::: RECORDS FOR THIS EXERCISE
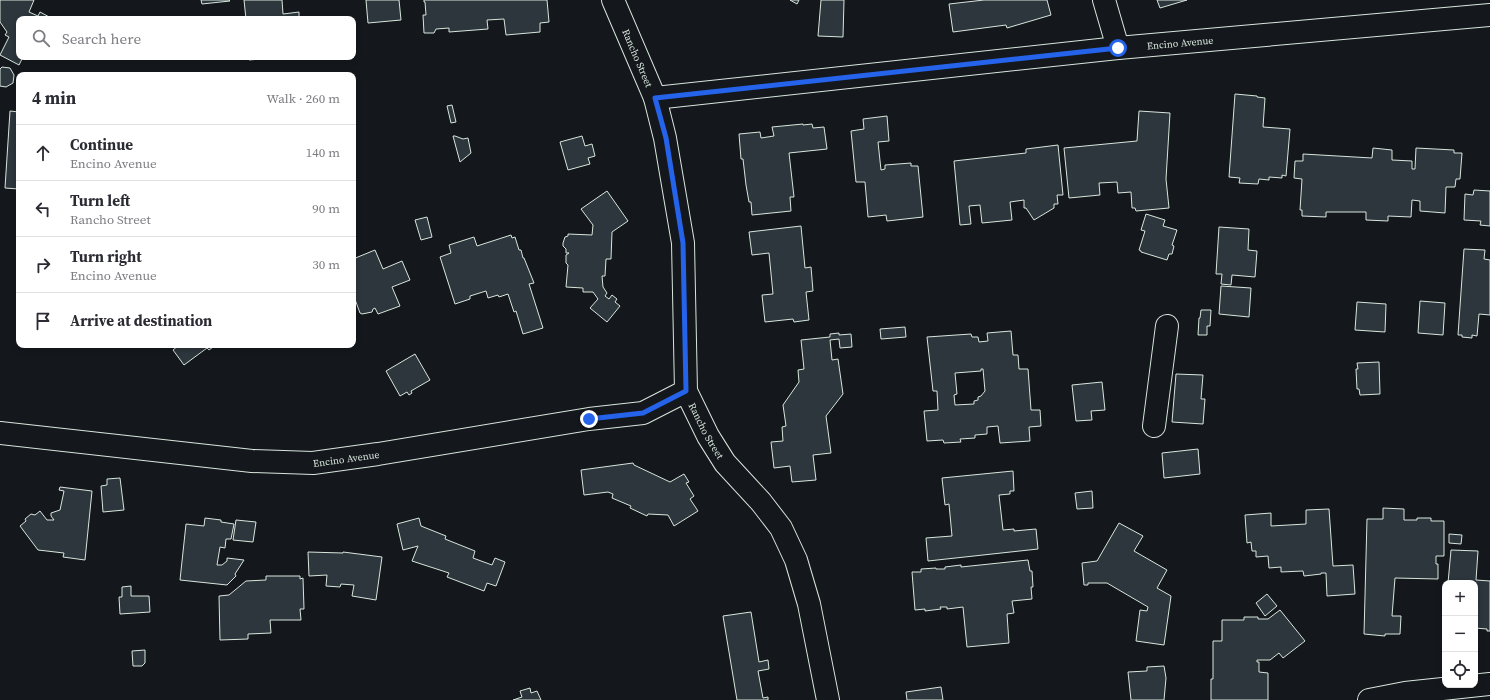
<!DOCTYPE html>
<meta charset="utf-8">
<style>
body{margin:0;font-family:"Source Serif 4",serif;background:#f2f2f3;color:#2b2b33}
.controls{position:absolute;right:12px;bottom:12px;display:grid;overflow:hidden;border-radius:8px;box-shadow:0 2px 6px #0003}
.controls button{width:36px;height:36px;display:grid;place-items:center;padding:0;border:0;border-bottom:1px solid #e1e1e2;background:#fff;color:#2b2b33;font:20px sans-serif}
.stop{position:absolute;width:12px;height:12px;margin:-9px;border:3px solid #2563eb;border-radius:50%;background:#fff}
.stop.end{background:#2563eb;border-color:#fff;box-shadow:0 1px 4px #0008}
.list{margin:0;padding:0;list-style:none}
h2{display:flex;justify-content:space-between;align-items:center;height:52px;margin:0;padding:0 16px;font-size:17px}
h2 small{font-size:13px;font-weight:400;color:#7c7c81}
.list li{display:grid;grid-template-columns:26px 1fr auto;gap:12px;align-items:center;box-sizing:border-box;height:56px;padding:0 16px;border-top:1px solid #e1e1e2}
.list b{display:block;font-size:15px;white-space:nowrap}
.list p{margin:0;font-size:13px;white-space:nowrap;color:#7c7c81}
.list em{font-size:13px;font-style:normal;color:#7c7c81}
.icon{flex:none;width:22px;height:22px;fill:none;stroke:currentColor;stroke-width:2;stroke-linecap:round;stroke-linejoin:round}
.map{position:relative;flex:none;width:1490px;height:700px;overflow:hidden}
.search{position:absolute;background:#fff;box-shadow:0 2px 6px #0003;left:16px;top:16px;width:340px;height:44px;display:flex;align-items:center;gap:10px;box-sizing:border-box;padding:0 14px;border-radius:8px;color:#7c7c81;font-size:15px}
.panel{position:absolute;background:#fff;box-shadow:0 2px 6px #0003;left:16px;top:72px;width:340px;height:276px;border-radius:8px}
.map>svg:first-child{display:block}
.building{fill:#2c363c;stroke:#d8e6dc;fill-rule:evenodd}
.lines{fill:none;stroke-linecap:round;stroke-linejoin:round}
.minor-casing{stroke:#d8e6dc;stroke-width:24}
.minor{stroke:#14181c;stroke-width:22}
.route{stroke:#2563eb;stroke-width:5}
.labels{text-anchor:middle;dominant-baseline:central;stroke-width:3;stroke-linejoin:round;paint-order:stroke}
.street-label{font-size:10px;fill:#d8e6dc;stroke:#14181c}
</style>
<div class="map">
<svg width="1490" height="700" viewBox="0 0 1490 700">
<rect width="100%" height="100%" fill="#14181c"/>
<g class="building">
<polygon points="0,0 34,0 29,12 38,16 40,12 53,19 19,19 19,57 23,57 19,65 0,55 9,37 5,35 7,32 0,22"/>
<polygon points="201,0 229,0 230,1 202,4"/>
<polygon points="244,0 282,0 283,14 299,12 299,19 246,19"/>
<polygon points="366,0 399,0 401,20 368,23"/>
<polygon points="424,0 547,0 549,22 540,23 540,32 506,35 504,19 487,20 488,29 449,32 449,28 436,29 434,33 424,33 423,15 426,15 425,2 424,2"/>
<polygon points="790,0 799,0 797,4"/>
<polygon points="821,0 844,0 843,37 818,36"/>
<polygon points="1047,0 1051,15 1007,28 1006,25 953,32 949,4 984,0"/>
<polygon points="1157,0 1187,0 1160,8"/>
<polygon points="249,57 286,57 249,60"/>
<polygon points="2,67 10,68 14,75 13,83 6,87 0,86 0,69"/>
<polygon points="1235,94 1257,96 1257,97 1265,98 1263,127 1290,129 1286,176 1282,175 1282,178 1269,177 1269,180 1259,179 1258,184 1239,183 1240,178 1229,177"/>
<polygon points="452,105 456,122 451,123 447,106"/>
<polygon points="10,111 19,112 19,189 5,188"/>
<polygon points="1139,111 1170,113 1166,179 1169,208 1136,211 1135,208 1132,208 1131,192 1118,193 1117,182 1099,183 1100,195 1069,198 1064,148 1137,141"/>
<polygon points="887,116 889,141 878,142 881,170 885,169 885,165 911,163 911,166 918,166 923,217 887,221 886,215 868,217 865,182 856,182 851,131 864,129 863,119"/>
<polygon points="803,124 803,125 812,124 813,128 824,127 827,149 789,153 794,197 790,197 791,211 752,215 751,202 749,202 746,185 743,159 741,159 739,134 760,132 761,138 774,136 772,127"/>
<polygon points="453,136 455,136 463,139 468,138 471,153 460,162"/>
<polygon points="582,136 585,146 592,144 595,156 588,158 590,164 568,170 560,142"/>
<polygon points="1058,145 1063,195 1057,195 1058,204 1054,204 1054,208 1034,220 1026,208 1024,208 1024,200 1010,202 1012,220 982,223 980,205 969,206 971,224 960,225 954,161 1026,153 1026,149"/>
<polygon points="1373,148 1392,150 1392,160 1412,161 1412,169 1415,169 1416,148 1454,150 1454,153 1462,153 1460,179 1456,179 1455,187 1446,187 1445,213 1420,211 1420,201 1412,200 1411,217 1388,216 1388,221 1366,220 1366,212 1326,212 1326,217 1302,216 1302,210 1300,210 1302,179 1294,178 1295,161 1303,161 1303,154 1372,158"/>
<polygon points="1474,190 1490,191 1490,226 1480,225 1481,221 1464,220 1465,194 1473,195"/>
<polygon points="607,191 628,221 612,232 611,259 606,259 605,276 602,276 603,287 607,293 605,296 609,299 612,295 617,299 615,302 620,306 607,322 590,308 598,299 593,292 583,292 583,288 566,287 568,265 566,263 566,255 569,253 566,253 566,249 563,246 563,243 565,237 568,236 568,234 592,235 593,225 581,209"/>
<polygon points="1146,214 1165,220 1163,226 1177,230 1172,245 1174,246 1172,254 1169,254 1167,260 1141,252 1141,251 1139,250 1145,231 1141,230"/>
<polygon points="427,217 432,237 421,240 415,220"/>
<polygon points="801,226 805,268 811,267 813,291 806,292 809,320 794,322 793,319 765,322 762,295 773,294 769,253 752,255 749,232"/>
<polygon points="1219,227 1249,229 1248,250 1257,251 1255,277 1232,275 1231,285 1221,284 1222,274 1216,274"/>
<polygon points="511,235 512,238 515,237 519,250 521,250 523,258 524,258 534,283 529,284 543,328 523,334 516,311 514,312 508,294 499,297 498,295 488,298 486,291 470,296 470,299 455,304 440,257 451,253 449,245 474,237 477,246"/>
<polygon points="1464,249 1485,250 1484,259 1490,260 1490,315 1479,314 1477,336 1472,335 1472,338 1462,337 1462,335 1458,335"/>
<polygon points="375,250 383,269 402,261 410,280 392,287 400,306 378,314 375,308 373,309 372,312 362,314 360,313 353,294 353,259"/>
<polygon points="1221,286 1251,288 1249,317 1219,314"/>
<polygon points="1420,301 1445,303 1443,335 1418,333"/>
<polygon points="1357,302 1386,304 1385,332 1355,330"/>
<polygon points="1201,310 1211,310 1210,326 1207,326 1207,335 1198,335 1199,318 1200,318"/>
<polygon points="905,327 906,337 881,339 880,329"/>
<path d="M 1011,331 L 1013,355 L 1018,355 L 1019,369 L 1028,369 L 1031,410 L 1040,410 L 1041,426 L 1029,427 L 1030,441 L 1000,443 L 998,426 L 987,427 L 987,434 L 975,435 L 975,438 L 960,439 L 961,442 L 944,443 L 943,440 L 927,441 L 924,411 L 938,410 L 937,391 L 933,391 L 927,337 L 971,334 L 972,337 L 978,337 L 979,342 L 988,341 L 987,333 ZM 981,369 L 983,369 L 985,391 L 981,396 L 978,397 L 978,400 L 974,401 L 974,404 L 955,405 L 954,395 L 957,394 L 955,373 L 981,371 Z"/>
<polygon points="839,333 839,335 851,334 852,347 840,348 839,339 830,340 832,360 838,359 843,394 826,416 831,453 813,455 816,480 792,482 790,466 774,468 771,442 783,441 782,427 786,426 783,405 799,382 798,370 804,369 801,340 830,337 830,334"/>
<polygon points="179,345 216,345 209,350 207,348 184,365 173,350"/>
<polygon points="415,354 430,380 411,391 412,393 409,395 407,392 400,396 386,371"/>
<polygon points="1379,362 1380,394 1360,395 1359,389 1357,389 1356,369 1358,369 1357,363"/>
<polygon points="1176,374 1203,375 1201,399 1205,399 1203,424 1172,422"/>
<polygon points="1102,382 1105,410 1091,411 1092,420 1076,421 1072,385"/>
<polygon points="1198,449 1200,474 1164,478 1162,453"/>
<polygon points="633,463 634,465 670,482 684,474 689,482 686,483 694,496 690,499 698,511 674,526 668,515 648,514 647,516 630,508 631,506 612,498 613,494 608,492 584,495 581,470"/>
<polygon points="1013,471 1014,491 1010,491 1010,494 999,495 1003,530 1014,529 1014,531 1036,529 1038,549 928,561 926,538 952,536 949,504 945,505 942,478"/>
<polygon points="120,478 124,510 103,512 101,486 107,485 107,479"/>
<polygon points="60,487 92,491 85,560 63,557 64,553 38,550 20,526 26,521 25,519 31,514 35,515 40,511 47,520 54,520 51,516 51,513 60,510 64,491 59,490"/>
<polygon points="1092,491 1093,508 1077,509 1075,493"/>
<polygon points="1383,508 1404,509 1404,520 1417,520 1417,518 1431,518 1431,521 1444,521 1444,556 1436,556 1436,564 1438,564 1438,579 1395,578 1392,616 1401,616 1400,634 1385,634 1385,636 1364,634 1367,519 1383,519"/>
<polygon points="1329,509 1333,566 1353,565 1355,594 1327,596 1326,573 1321,573 1321,574 1304,576 1303,571 1281,572 1281,567 1269,568 1268,556 1256,557 1256,551 1252,551 1251,542 1247,543 1245,515 1271,513 1271,526 1306,524 1306,510"/>
<polygon points="205,518 221,520 221,522 234,524 231,539 226,539 225,548 220,547 217,565 222,565 227,561 227,558 244,560 235,574 236,576 227,585 180,580 186,524 204,526"/>
<polygon points="419,518 421,526 446,536 445,539 475,551 473,558 492,565 495,558 505,562 496,586 487,583 484,591 447,577 449,573 412,561 418,546 403,550 397,524"/>
<polygon points="236,520 256,522 253,542 233,540"/>
<polygon points="1119,523 1143,536 1134,551 1167,570 1157,588 1171,596 1164,645 1136,641 1140,610 1147,611 1148,607 1107,583 1088,583 1088,585 1084,585 1082,563 1097,561"/>
<polygon points="1449,534 1462,535 1461,544 1449,543"/>
<polygon points="1451,550 1478,551 1476,580 1490,581 1490,631 1487,631 1487,629 1475,628 1475,583 1448,583"/>
<polygon points="308,552 343,553 343,552 382,557 376,600 352,596 354,585 341,584 340,587 326,586 327,575 309,576"/>
<polygon points="1028,560 1030,571 1032,571 1033,587 1031,587 1032,599 1012,601 1014,613 1007,614 1009,643 967,647 963,607 947,609 947,607 940,607 941,609 925,611 925,609 915,610 912,572 921,572 921,569 936,568 936,569 945,569 945,567 961,565 961,567"/>
<polygon points="266,576 300,576 300,579 303,578 304,609 300,609 301,620 270,620 271,633 248,634 248,639 220,640 219,596 229,595 246,581 266,580"/>
<polygon points="131,586 131,596 149,596 150,612 120,614 119,597 122,597 122,587"/>
<polygon points="1267,594 1277,606 1265,616 1256,603"/>
<polygon points="1280,610 1305,641 1283,658 1279,653 1270,660 1257,660 1257,662 1259,662 1259,672 1268,673 1268,700 1211,700 1211,679 1213,679 1213,641 1222,641 1222,620 1244,620 1244,617 1258,617 1258,619 1268,619"/>
<polygon points="751,612 759,662 768,660 769,669 758,671 763,698 768,697 768,700 737,700 723,616"/>
<polygon points="145,650 145,663 142,666 133,666 132,651"/>
<polygon points="1164,666 1166,678 1164,700 1131,700 1128,672 1147,671 1147,667"/>
<polygon points="941,687 943,700 907,700 906,692"/>
<polygon points="530,688 531,693 537,691 541,700 513,700 522,697 520,691"/>
</g>
<g class="lines">
<defs>
<g id="minor">
<path id="s1" d="M 613,0 L 655,98 L 665,138 L 683,243 L 686,391 L 708,436 L 725,463 L 761,502 L 781,528 L 796,560 L 809,604 L 828,700"/>
<polyline points="1104,0 1118,48"/>
<path id="s2" d="M 655,98 L 1118,48 L 1490,15"/>
<polyline points="1154,426 1167,326"/>
<path id="s3" d="M 0,433 L 252,461 L 313,463 L 378,454 L 589,419 L 643,413 L 686,391"/>
<polyline points="1369,700 1405,693 1490,684"/>
</g>
</defs>
<use href="#minor" class="minor-casing"/>
<use href="#minor" class="minor"/>
</g>
<g class="lines">
<polyline class="route" points="589,419 643,413 686,391 683,243 666,138 655,98 1118,48"/>
</g>
<g class="labels">
<g class="street-label">
<text stroke="none"><textPath href="#s2" startOffset="528">Encino Avenue</textPath></text>
<text stroke="none"><textPath href="#s1" startOffset="63">Rancho Street</textPath></text>
<text stroke="none"><textPath href="#s1" startOffset="447">Rancho Street</textPath></text>
<text stroke="none"><textPath href="#s3" startOffset="348">Encino Avenue</textPath></text>
</g>
</g>
</svg>
<div class="controls">
<button>+</button>
<button>−</button>
<button><svg class="icon" aria-label="locate" viewBox="0 0 24 24"><circle cx="12" cy="12" r="6"/><path d="M12 2v4M12 18v4M2 12h4M18 12h4"/></svg></button>
</div>
<div class="stop" style="left:1118px;top:48px"></div>
<div class="stop end" style="left:589px;top:419px"></div>
<div class="search"><svg class="icon" aria-label="search" viewBox="0 0 24 24"><circle cx="10" cy="10" r="6"/><path d="M15 15l6 6"/></svg>Search here</div>
<section class="panel">
<h2>4 min<small>Walk · 260 m</small></h2>
<ul class="list">
<li><svg class="icon" aria-label="ahead" viewBox="0 0 24 24"><path d="M12 20V5M6 11l6-6 6 6"/></svg><div><b>Continue</b><p>Encino Avenue</p></div><em>140 m</em></li>
<li><svg class="icon" aria-label="left" viewBox="0 0 24 24"><path d="M17 20v-9H6M10 6l-5 5 5 5"/></svg><div><b>Turn left</b><p>Rancho Street</p></div><em>90 m</em></li>
<li><svg class="icon" aria-label="right" viewBox="0 0 24 24"><path d="M7 20v-9h11M14 6l5 5-5 5"/></svg><div><b>Turn right</b><p>Encino Avenue</p></div><em>30 m</em></li>
<li><svg class="icon" aria-label="arrive" viewBox="0 0 24 24"><path d="M6 21V4h12l-3 4 3 4H6"/></svg><div><b>Arrive at destination</b></div></li>
</ul>
</section>
</div>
::::::
WHAT TO DO:
Give nothing but the number of lines in the entries that include "small".

TASK OUTPUT:
2